It seemed that proper protocol was not to speak before Lol said something, which he did now, after some drumming of his fingers and more sniffing. ‘I’ve put the beast through its paces,’ he said. ‘Given it a good run, tested everything. And it’s all in top working order. All except the fag lighter, but who smokes, these days?’
We smiled, all of us thinking that a dodgy cigarette lighter was a small price to pay for a car in such obviously pristine condition. ‘Don’t worry about that, Lol,’ Diesel said.
Lol was fiddling with something on his lap. Then he brought out a long, fat cigarette with a twist of paper at its tip and asked if anybody, therefore, had a light? There was a moment of confusion, with three of us searching pockets for non-existent lighters, before Faruk pulled out a Zippo and gave Lol a light. Faruk carries everything, even stuff he doesn’t need.
The end of Lol’s cigarette burned with a yellow flame then glowed like a red ember as he took a long pull. A deeply pungent scent filled the air. He inhaled deeply, held it for a moment and then turned his head and blew the smoke into our faces. ‘Thanks, fellas,’ he said and before the smoke had cleared, the BMW was once again heading off down the street, this time in the other direction. Our BMW, containing our £350, Diesel’s conman uncle and what I now identified as two travel bags, on the back seat. The next time any of us saw Lol and the BMW was on Crimewatch, after police raided a crack house in Aberystwyth.
Which was how we ended up not with a fuck-off black BMW, but with a clapped out Ford Escort, that someone had part-exchanged with Faruk’s brother and which he was more than happy for us to take off his hands. Only Diesel had thought it was a good idea, telling us he had ideas for that car which would change it beyond our wildest imaginings. We just had to leave it to him and Faruk.

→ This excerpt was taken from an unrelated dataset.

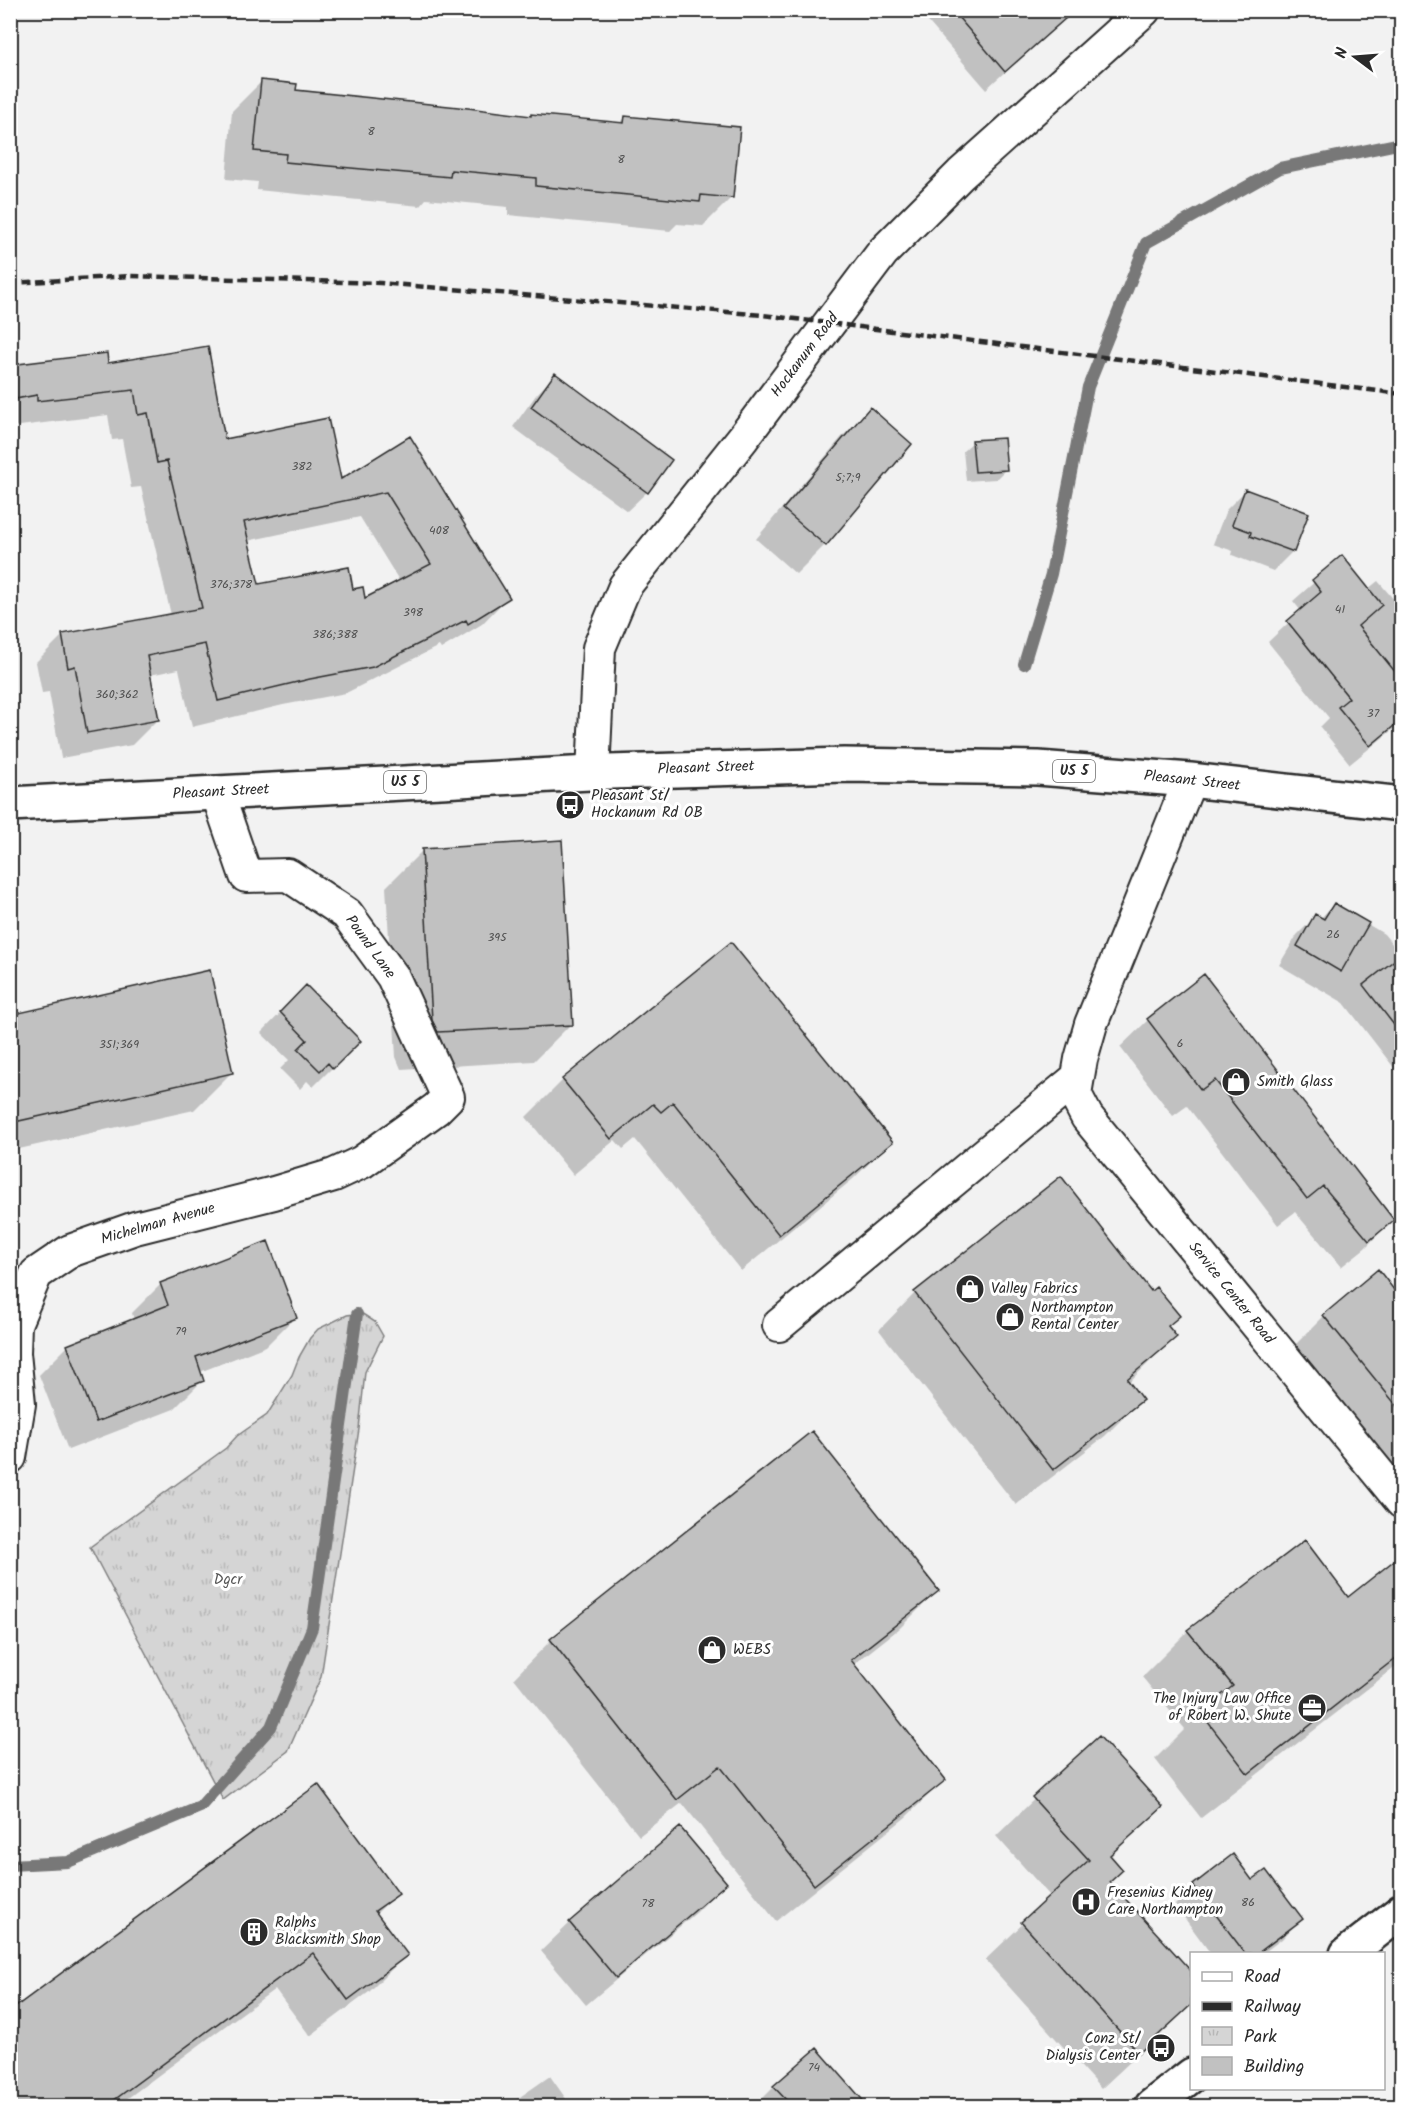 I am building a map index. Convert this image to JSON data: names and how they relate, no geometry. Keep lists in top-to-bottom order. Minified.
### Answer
{"streets":{"main road":["Pleasant Street","US 5"],"street":["Hockanum Road","Pound Lane","Michelman Avenue","Service Center Road"]},"crossings":[["Hockanum Road","Pleasant Street"],["Pleasant Street","Pound Lane"],["Pleasant Street","Service Center Road"],["Pound Lane","Michelman Avenue"]],"parks":["Dgcr"],"places":{"bus stop":["Pleasant St/ Hockanum Rd OB","Conz St/ Dialysis Center"],"shop":["Smith Glass","Valley Fabrics","Northampton Rental Center","WEBS"],"office":["The Injury Law Office of Robert W. Shute"],"hospital":["Fresenius Kidney Care Northampton"],"building":["Ralphs Blacksmith Shop"]},"house_numbers":["8","8","382","5;7;9","408","376;378","41","398","386;388","360;362","37","26","395","6","351;369","79","86","78","74"],"legend":["Road","Railway","Park","Building"],"north":"left"}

He promised that with his genius for design and some parts from Clive’s garden, things would turn out all right yet. Well, they hadn’t.
The girls are leaving the Casablanca now, carrying their kebabs and still enjoying a shared joke, probably still at our expense. Diesel’s watching them as he scratches his balls. ‘I’ve done my best,’ he’s saying, ‘but it hasn’t been good enough. Not for you. I’m telling you now, mate, you’re not the only one who’s disappointed tonight.’ And with that, he turns and goes back into the garage, where Faruk is demonstrating the stereo’s volume for the appreciation of the rest of the street. I hardly notice that Clive is at my side as I start to walk home. All I can think of is that there is no way in the world I’m going to let Rosalind Chandler see me in that car.
CHAPTER 2
It’s Only Rock ‘n’ Roll
Rosalind Chandler.
When I first saw her I felt – I don’t quite know how to say this – I felt I’d been plonked on a cloud and given a glimpse of Heaven. William Shakespeare, who is really famous with teachers, said, ‘No jewel is like Rosalind’, and I don’t think he ever said a truer thing, not even in Shakespeare in Love. When I saw Rosalind – I mean, really saw her – all my other anxieties (even that one) vanished as she turned and, from where she stood in the middle of the dance floor, lifted her heavy black lashes and looked directly at me, her gaze so intense that I totally missed the table as I put my drink down and poured a plastic pint-glass of Sunny Delite laced with Tesco’s vodka all over Andy Towse’s crotch. Not an auspicious start, you’ll agree.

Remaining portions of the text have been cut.